§ **TASK INSTRUCTIONS**: Show all lines of the listing that hold the word "space".

§ **DATA RECORDS**:

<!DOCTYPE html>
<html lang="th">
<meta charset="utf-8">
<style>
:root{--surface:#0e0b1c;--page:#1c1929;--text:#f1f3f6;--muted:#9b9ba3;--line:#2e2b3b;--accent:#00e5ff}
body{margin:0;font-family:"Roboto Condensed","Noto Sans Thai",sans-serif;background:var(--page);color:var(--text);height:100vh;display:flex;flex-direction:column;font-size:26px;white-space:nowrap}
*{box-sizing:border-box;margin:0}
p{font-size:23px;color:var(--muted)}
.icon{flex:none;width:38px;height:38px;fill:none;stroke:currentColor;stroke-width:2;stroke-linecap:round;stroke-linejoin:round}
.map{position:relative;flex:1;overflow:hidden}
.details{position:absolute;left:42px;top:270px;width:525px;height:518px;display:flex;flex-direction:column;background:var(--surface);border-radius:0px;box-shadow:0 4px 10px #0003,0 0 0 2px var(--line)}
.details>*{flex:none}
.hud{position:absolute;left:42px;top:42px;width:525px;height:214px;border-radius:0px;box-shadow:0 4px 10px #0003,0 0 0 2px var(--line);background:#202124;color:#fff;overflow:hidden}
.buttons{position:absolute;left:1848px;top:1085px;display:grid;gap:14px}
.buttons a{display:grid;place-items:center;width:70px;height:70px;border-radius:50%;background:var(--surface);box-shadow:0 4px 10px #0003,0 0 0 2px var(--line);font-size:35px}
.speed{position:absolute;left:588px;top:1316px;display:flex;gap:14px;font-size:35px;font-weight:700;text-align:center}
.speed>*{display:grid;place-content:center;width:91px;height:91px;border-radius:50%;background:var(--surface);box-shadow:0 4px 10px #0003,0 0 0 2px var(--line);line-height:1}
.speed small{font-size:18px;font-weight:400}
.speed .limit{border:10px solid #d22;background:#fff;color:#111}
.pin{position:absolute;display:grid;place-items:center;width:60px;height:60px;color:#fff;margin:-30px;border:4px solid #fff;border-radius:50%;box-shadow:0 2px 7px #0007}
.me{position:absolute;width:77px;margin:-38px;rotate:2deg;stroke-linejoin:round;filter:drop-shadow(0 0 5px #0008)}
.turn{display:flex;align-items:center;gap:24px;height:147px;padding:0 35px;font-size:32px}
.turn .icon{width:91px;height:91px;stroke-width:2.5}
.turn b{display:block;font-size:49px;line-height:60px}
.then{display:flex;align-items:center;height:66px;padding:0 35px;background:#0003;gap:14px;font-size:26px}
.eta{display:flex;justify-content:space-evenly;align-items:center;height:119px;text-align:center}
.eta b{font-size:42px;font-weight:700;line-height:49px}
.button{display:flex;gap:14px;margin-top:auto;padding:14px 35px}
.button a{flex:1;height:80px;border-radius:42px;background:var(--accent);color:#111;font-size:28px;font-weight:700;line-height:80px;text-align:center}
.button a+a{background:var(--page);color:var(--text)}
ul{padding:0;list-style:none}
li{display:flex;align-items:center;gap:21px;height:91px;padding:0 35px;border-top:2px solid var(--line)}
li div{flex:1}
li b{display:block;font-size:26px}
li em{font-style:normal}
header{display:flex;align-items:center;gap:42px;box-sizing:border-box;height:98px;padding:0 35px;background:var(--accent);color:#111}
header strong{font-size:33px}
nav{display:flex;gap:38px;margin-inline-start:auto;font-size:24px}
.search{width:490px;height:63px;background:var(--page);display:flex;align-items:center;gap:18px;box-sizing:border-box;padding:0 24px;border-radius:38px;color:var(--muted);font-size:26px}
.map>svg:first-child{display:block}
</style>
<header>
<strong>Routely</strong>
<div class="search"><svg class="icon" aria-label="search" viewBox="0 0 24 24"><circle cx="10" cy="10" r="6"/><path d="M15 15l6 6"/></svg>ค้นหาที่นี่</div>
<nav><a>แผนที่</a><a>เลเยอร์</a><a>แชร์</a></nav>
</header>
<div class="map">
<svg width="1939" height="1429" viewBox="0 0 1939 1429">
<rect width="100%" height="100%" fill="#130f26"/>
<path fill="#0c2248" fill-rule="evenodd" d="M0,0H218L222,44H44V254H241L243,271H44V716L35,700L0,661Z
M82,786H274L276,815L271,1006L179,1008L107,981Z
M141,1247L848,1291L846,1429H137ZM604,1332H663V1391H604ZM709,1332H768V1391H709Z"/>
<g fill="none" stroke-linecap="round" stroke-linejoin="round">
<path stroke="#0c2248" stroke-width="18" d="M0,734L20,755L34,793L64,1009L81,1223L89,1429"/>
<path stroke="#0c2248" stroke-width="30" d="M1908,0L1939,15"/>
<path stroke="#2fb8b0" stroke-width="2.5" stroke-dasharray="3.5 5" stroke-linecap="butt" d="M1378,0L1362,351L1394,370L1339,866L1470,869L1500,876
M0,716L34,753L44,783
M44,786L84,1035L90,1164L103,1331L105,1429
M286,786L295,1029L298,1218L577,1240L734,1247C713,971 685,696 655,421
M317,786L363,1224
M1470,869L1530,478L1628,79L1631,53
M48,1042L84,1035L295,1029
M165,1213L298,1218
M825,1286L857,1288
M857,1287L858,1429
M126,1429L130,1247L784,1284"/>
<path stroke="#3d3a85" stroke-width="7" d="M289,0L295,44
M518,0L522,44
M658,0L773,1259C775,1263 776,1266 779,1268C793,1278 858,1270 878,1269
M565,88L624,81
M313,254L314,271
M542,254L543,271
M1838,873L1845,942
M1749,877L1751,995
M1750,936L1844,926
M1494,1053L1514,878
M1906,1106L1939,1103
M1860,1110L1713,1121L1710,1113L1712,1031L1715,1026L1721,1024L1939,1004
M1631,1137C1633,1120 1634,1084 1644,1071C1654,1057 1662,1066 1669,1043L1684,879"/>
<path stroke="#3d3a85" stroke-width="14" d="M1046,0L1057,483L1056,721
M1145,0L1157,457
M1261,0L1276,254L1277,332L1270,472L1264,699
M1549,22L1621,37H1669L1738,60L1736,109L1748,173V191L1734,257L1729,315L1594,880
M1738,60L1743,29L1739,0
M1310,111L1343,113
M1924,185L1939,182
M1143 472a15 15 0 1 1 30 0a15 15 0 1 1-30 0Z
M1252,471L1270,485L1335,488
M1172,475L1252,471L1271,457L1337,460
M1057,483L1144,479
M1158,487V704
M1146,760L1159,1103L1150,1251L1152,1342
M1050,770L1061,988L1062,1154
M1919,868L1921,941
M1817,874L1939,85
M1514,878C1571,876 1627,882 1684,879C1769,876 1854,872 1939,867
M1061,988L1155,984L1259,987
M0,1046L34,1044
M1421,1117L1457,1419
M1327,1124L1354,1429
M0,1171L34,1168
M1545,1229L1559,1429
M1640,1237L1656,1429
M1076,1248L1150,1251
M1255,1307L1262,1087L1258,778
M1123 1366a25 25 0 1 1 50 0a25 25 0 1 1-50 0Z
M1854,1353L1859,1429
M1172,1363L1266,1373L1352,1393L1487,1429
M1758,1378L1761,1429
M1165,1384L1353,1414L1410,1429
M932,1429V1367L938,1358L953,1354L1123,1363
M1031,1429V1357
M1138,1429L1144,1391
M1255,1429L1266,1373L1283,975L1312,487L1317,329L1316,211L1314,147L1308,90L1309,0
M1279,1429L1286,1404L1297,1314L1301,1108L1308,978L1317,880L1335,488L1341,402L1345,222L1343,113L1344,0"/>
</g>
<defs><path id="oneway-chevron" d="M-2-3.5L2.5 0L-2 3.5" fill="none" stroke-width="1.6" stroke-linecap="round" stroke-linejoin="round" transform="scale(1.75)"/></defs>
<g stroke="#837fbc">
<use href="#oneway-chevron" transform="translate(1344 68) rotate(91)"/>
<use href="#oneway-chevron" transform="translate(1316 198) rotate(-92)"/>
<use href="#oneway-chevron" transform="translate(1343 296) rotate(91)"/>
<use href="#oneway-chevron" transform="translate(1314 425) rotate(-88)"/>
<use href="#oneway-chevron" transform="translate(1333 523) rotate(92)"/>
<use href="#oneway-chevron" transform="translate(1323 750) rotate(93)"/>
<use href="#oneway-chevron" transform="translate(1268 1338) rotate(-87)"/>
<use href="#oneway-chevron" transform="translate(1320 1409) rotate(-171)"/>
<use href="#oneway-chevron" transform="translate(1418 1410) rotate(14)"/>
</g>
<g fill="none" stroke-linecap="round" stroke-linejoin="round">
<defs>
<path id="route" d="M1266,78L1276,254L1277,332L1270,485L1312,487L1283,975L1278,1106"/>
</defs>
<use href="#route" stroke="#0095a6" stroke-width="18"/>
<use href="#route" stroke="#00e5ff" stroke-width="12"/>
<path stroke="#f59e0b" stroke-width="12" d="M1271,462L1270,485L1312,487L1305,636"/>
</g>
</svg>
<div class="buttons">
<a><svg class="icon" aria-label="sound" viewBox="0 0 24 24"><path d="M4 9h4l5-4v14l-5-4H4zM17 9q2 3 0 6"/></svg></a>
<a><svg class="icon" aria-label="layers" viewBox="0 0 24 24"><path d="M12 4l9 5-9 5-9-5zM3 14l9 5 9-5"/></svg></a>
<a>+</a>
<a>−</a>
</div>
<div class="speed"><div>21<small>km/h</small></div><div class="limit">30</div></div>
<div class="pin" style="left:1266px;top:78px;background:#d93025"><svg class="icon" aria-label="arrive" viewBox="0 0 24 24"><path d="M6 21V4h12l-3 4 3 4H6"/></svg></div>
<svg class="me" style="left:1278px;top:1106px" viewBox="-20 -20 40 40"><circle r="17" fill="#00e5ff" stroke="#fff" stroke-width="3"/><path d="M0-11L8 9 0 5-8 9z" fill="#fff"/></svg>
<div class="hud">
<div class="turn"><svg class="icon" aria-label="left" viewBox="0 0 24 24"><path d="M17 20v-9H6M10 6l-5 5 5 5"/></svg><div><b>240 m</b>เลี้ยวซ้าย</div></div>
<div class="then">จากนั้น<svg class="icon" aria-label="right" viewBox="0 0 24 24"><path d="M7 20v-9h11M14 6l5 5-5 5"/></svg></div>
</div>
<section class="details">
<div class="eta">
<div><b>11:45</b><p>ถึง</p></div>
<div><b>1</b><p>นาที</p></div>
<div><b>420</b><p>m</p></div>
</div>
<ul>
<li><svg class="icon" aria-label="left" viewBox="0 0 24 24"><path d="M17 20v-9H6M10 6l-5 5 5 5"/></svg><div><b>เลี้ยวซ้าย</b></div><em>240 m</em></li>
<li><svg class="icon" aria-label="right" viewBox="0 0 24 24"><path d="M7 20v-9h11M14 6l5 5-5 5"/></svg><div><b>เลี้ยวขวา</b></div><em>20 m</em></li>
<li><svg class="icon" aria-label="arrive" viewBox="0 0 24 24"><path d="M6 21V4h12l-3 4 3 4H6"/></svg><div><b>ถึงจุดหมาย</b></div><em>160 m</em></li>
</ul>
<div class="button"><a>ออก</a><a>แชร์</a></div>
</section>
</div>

§ **ANSWER BOX**:
body{margin:0;font-family:"Roboto Condensed","Noto Sans Thai",sans-serif;background:var(--page);color:var(--text);height:100vh;display:flex;flex-direction:column;font-size:26px;white-space:nowrap}
.eta{display:flex;justify-content:space-evenly;align-items:center;height:119px;text-align:center}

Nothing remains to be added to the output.